Contatti ed aiuti con ricerca stalli con l’associazione Gli Aristogatti.

Debora ha passato un intero pomeriggio per catturare una gatta e i suoi 4 gattini, abbandonati in piazza a Montespertoli.

Fatto preaffido a Castelfiorntino per Tequila la pit bull nera in stallo a Montespertoli, ma il preaffido è andato male.

Preaffido e consegna di due cuccioli di maremmano del canile, andati in adozione.

Ci hanno segnalato in zona canile ben 4 cani. Uno è stato recuperato, gli altri stiamo cercando di organizzare con un solo punto raccolta cibo. Se possibile faremo intervenire La Racchetta con la gabbia trappola.

In canile sono entrati diversi cani, stiamo provvedendo a fare liste, foto e appelli.

Adozioni: Due maremmanini, Ettore, Pomolo.

Organizzazione della festa del 21 maggio in canile, andata benissimo.

Giornate in canile per appuntamenti con possibili adottanti.

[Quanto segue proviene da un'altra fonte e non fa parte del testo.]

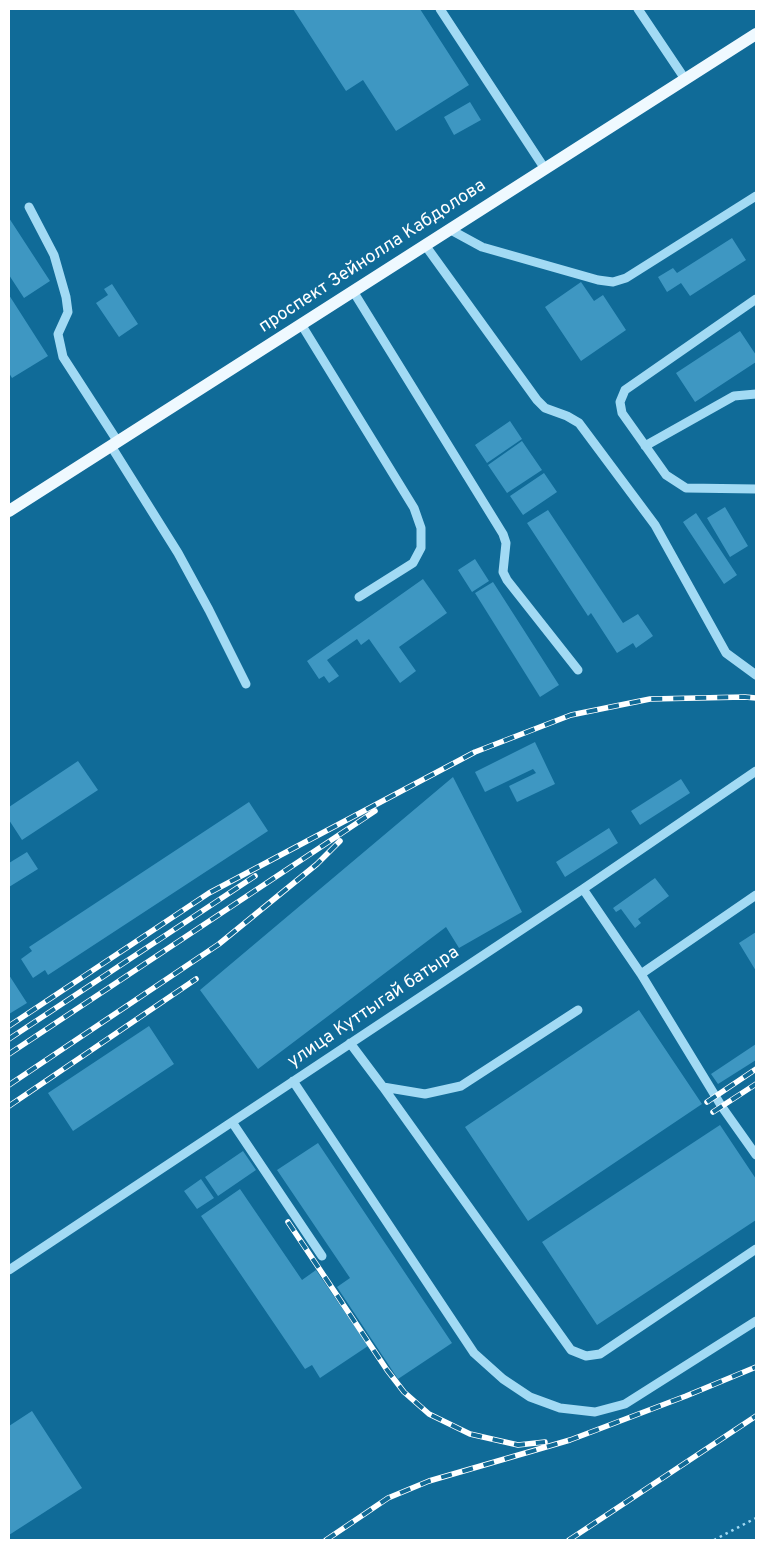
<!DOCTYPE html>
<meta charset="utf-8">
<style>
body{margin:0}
#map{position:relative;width:765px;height:1549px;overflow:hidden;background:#106b98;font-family:Overpass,sans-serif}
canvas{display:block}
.frame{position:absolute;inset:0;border:10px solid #fff;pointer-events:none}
</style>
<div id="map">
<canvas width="765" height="1549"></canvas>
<div class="frame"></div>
</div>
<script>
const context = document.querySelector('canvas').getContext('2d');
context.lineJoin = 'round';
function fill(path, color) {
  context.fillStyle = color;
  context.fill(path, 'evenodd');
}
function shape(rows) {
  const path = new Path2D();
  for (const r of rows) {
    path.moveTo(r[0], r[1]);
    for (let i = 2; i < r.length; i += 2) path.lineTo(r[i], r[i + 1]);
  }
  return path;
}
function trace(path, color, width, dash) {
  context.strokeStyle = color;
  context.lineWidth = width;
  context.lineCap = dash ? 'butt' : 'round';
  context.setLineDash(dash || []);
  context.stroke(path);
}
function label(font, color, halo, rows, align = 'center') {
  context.font = font + ' Overpass,sans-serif';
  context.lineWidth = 4;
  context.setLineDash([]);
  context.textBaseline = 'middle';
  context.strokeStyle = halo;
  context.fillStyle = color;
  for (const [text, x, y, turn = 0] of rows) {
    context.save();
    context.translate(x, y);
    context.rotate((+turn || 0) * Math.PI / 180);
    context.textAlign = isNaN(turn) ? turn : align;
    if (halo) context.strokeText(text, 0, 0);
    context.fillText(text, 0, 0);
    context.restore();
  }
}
fill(shape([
 [293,9,420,9,469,85,396,131,363,80,346,91],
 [470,102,481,120,454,135,444,117],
 [9,218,50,281,24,298,9,275],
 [732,238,746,260,690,296,681,283,667,292,658,277,673,268,677,273],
 [581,282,594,301,603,295,626,330,581,361,545,307],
 [112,284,138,324,119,337,96,303,108,295,104,289],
 [9,295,48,356,12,378,9,373],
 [740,331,756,355,756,362,695,402,676,373],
 [510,421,522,439,487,463,475,445],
 [522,441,542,470,507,493,488,465],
 [544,473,557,492,523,515,510,496],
 [725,507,748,546,730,557,707,518],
 [548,510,623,623,638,614,653,636,636,648,633,643,617,653,591,613,588,616,527,523],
 [696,513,737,575,724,584,683,522],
 [475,559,489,581,472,592,458,570],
 [423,579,447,613,399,647,416,671,400,683,369,639,361,645,357,639,327,660,339,676,329,683,324,676,319,679,307,661],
 [493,582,559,685,540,697,475,593],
 [535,742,555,784,517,802,509,786,536,773,533,769,485,792,475,772],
 [78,761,98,790,22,840,9,820,9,807],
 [453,777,522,912,459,948,446,927,258,1069,200,990],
 [681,779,690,793,640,825,631,811],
 [249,802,268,831,48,975,45,970,33,978,21,959,32,951,29,947],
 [609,828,618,843,565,877,556,862],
 [27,852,38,869,9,887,9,863],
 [655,878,669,896,638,919,641,923,635,928,621,909,616,912,613,908],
 [756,932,756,971,739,943],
 [9,975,27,1003,9,1014],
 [639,1010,702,1104,528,1221,465,1127],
 [149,1026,174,1064,73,1131,48,1093],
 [756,1044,756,1060,718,1084,711,1074],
 [720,1125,756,1179,756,1220,597,1325,542,1242],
 [318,1143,452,1343,398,1379,337,1287,350,1278,277,1170],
 [243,1151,256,1170,218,1196,205,1177],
 [201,1179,214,1198,197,1209,184,1191],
 [240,1189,302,1280,316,1270,368,1346,320,1378,312,1365,305,1369,201,1216],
 [32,1411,82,1488,9,1535,9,1426]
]), '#3e97c2');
trace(shape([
 [714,1540,756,1518]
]), '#a2daf4', 2.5, [2.5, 4]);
trace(shape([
 [440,9,545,169],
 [638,9,685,79],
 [29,207,54,255,66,297,68,312,58,334,63,357,118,442],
 [449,229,482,247,598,280,613,282,626,278,756,196],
 [425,245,537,400,545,408,567,416,579,423,655,525,726,653,756,675],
 [353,291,503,534,506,543,503,572,507,580,578,670],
 [756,299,625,390,620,402,622,413,666,475,686,488,756,489],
 [301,324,414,508,421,528,421,548,413,563,359,597],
 [111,446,178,553,209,610,246,684],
 [645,446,734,396,756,394],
 [583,889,641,974,722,1107,756,1155],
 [641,974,756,895],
 [350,1043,383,1087,425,1094,461,1086,578,1010],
 [293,1081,474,1353,503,1379,530,1397,560,1408,595,1412,625,1404,756,1321],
 [383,1087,571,1350,586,1356,600,1354,756,1249],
 [232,1122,322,1256],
 [9,1270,583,889,756,771]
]), '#a2daf4', 9);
trace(shape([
 [9,511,756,34]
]), '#eff9ff', 12);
const rail = shape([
 [9,1026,209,893,475,752,571,715,650,699,745,697,756,698],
 [9,1039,255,876],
 [9,1054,375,811],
 [9,1085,219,944,317,864,340,841],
 [707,1102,756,1069],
 [9,1106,196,979],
 [713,1112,756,1084],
 [288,1222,387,1370,404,1392,429,1414,470,1434,518,1445,545,1442],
 [326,1540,388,1498,429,1481,570,1440,686,1396,756,1367],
 [569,1540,756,1416]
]);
trace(rail, '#fff', 5.5);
trace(rail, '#106b98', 4, [11]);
label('18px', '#fff', '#106b98', [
 ["проспект Зейнолла Кабдолова",373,257,-33],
 ["улица Куттыгай батыра",374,1008,-34]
]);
</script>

RESOCONTO VOLONTARI ISOLA D’ELBA APRILE 2017

Fatto ordine zooplus di 57,21€ (smilla 400gX60 più una spazzola)

Sterilizzato maschio nuovo della colonia di Colle apparso meno di un mese fa.

Ricevuto 50€ per colonia di Campo Lo Feno.

Ricevuto in regalo cibo smilla 60 scatolette.

Gatta di Chiessi è stata catturata e sterilizzata ed è in stallo perché molto buona.

Briciolo deve fare una settimana di antibiotico per ferita della colonia di Mortigliano.

Dato Broadline a Zampa della colonia di Colle.

Gatta di Chiessi ha trovato adozione qua sul territorio elbano a Procchio. Affidata dopo aver fatto preaffido.